Arabes et politique : Notre pain est politique, notre eau est politique… Vous êtes soit le «sujet», soit l’«objet»

par Mimsin
6th October Bridge in Cairo © Dimitra M.K

On entend souvent dire « La politique ne m’intéresse pas ; je n’aime pas m’en mêler. » Parfois, ce sentiment dépasse le simple choix personnel pour devenir un décret tacite imposé par les autorités à leurs citoyens.

Mais peut-on vraiment vivre sans s’engager en politique ?

En Occident, c’est peut-être possible – même si j’ai des doutes et des réserves quand on considère la situation dans son ensemble.

Mais dans le monde arabe – riches, pauvres et populations occupées – je crois pouvoir affirmer sans me tromper que c’est impossible. Comment ignorer les événements qui se déroulent à l’intérieur et autour de nos frontières quand nos vies y sont intimement liées et en dépendent ?

Prenons l’exemple des Palestiniens.

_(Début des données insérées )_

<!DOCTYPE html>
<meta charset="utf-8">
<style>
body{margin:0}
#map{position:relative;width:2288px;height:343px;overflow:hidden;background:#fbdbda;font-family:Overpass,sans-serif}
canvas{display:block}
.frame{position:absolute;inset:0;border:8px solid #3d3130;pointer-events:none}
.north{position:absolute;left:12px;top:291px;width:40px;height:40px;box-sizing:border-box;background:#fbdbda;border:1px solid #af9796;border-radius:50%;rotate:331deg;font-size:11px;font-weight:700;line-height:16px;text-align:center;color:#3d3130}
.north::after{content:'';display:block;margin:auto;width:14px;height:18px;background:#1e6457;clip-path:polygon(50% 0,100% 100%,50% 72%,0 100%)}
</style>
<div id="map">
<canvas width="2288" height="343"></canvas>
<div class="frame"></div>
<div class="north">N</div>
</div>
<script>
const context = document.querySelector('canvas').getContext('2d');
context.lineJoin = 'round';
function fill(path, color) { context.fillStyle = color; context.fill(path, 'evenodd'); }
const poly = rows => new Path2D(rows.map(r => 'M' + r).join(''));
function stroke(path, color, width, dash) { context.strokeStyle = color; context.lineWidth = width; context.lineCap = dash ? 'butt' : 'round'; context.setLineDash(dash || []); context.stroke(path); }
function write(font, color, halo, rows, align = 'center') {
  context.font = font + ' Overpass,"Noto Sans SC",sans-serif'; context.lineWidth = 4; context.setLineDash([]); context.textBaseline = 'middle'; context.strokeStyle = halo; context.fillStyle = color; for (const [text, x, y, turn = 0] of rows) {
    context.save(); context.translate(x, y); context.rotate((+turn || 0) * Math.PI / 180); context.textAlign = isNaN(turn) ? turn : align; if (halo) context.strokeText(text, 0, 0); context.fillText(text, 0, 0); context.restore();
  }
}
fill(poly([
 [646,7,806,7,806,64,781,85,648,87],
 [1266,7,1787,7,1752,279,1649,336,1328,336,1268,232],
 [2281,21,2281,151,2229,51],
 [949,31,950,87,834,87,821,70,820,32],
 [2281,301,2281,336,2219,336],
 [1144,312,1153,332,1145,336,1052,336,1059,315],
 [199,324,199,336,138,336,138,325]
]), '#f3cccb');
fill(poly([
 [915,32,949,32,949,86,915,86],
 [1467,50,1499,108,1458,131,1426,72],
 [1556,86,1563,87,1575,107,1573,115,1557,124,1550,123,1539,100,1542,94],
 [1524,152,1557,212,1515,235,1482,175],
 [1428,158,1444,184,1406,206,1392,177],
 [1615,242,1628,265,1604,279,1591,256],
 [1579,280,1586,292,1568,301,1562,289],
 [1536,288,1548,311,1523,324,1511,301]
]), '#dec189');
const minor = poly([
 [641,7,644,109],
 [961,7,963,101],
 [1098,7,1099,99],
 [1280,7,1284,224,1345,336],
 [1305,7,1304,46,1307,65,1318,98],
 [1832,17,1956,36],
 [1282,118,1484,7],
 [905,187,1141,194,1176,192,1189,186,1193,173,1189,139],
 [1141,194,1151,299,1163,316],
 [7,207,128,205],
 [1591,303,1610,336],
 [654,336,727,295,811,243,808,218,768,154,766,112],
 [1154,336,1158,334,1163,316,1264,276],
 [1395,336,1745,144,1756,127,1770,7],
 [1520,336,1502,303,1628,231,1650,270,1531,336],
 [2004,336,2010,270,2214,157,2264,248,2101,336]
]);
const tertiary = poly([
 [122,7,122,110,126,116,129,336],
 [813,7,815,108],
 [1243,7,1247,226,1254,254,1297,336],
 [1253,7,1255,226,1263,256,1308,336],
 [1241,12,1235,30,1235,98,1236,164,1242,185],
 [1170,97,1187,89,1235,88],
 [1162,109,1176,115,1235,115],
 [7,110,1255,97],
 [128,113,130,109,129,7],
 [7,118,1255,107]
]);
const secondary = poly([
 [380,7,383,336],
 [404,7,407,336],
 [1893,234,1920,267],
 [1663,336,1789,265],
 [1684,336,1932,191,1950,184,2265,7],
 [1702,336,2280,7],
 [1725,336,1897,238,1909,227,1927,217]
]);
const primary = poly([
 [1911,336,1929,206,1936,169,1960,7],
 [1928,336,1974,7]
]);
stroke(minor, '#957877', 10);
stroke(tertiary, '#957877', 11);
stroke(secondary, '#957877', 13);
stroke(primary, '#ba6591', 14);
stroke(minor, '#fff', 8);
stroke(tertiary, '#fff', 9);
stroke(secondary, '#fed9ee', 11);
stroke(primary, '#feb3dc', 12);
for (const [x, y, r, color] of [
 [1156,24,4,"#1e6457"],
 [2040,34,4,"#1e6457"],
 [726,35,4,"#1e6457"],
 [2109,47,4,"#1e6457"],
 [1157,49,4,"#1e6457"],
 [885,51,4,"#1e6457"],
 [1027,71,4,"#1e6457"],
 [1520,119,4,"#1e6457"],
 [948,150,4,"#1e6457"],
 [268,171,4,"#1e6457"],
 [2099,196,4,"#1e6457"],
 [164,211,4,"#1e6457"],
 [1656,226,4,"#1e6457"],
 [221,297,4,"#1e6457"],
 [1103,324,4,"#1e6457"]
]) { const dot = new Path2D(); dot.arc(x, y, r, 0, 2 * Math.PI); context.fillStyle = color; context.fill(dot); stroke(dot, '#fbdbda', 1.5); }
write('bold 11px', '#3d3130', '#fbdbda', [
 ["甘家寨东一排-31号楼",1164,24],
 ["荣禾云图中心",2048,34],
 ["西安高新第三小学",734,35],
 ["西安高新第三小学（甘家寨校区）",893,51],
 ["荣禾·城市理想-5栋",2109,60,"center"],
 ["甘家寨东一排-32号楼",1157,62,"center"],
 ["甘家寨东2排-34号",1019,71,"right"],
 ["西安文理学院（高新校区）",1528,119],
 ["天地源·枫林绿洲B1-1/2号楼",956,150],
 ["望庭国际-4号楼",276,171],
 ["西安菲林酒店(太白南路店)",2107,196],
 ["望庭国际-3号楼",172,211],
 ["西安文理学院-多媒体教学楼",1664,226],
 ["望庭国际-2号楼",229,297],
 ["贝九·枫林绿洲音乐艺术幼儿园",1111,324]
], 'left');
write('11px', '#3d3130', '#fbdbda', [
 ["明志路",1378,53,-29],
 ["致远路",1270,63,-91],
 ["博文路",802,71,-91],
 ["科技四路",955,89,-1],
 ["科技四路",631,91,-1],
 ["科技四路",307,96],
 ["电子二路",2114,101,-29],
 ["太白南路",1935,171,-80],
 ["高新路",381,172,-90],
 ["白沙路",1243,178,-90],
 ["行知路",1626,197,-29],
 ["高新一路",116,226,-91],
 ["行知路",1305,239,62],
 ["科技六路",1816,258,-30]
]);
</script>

Ce peuple peut-il fermer les yeux sur ce qui se passe sur ses terres occupées et au-delà ?

Cela n’affecte-t-il pas leur vie ? Les guerres qui se sont succédées pendant des décennies n’ont-elles pas façonné le destin d’un peuple qui languit sous l’occupation ou sous une autorité Palestiniene dont la légitimité a expiré il y a plus de seize ans ?

Si un Palestinien à Gaza veut manger ou se déplacer, la politique n’intervient-elle pas dans son accès à la nourriture, à l’eau et à la liberté de mouvement, en raison des fermetures de frontières imposées par Israël sur ce qui est considéré comme la plus grande prison à ciel ouvert du monde ?

Et comment peuvent-ils reconstruire leurs maisons détruites si la politique ne décide pas d’autoriser l’évacuation des décombres – estimés à 70 millions de tonnes ? N’est-ce pas la politique qui détermine si un Palestinien reste sans abri ou s’il a la possibilité de se construire un toit pour se protéger de la chaleur estivale et du froid hivernal ?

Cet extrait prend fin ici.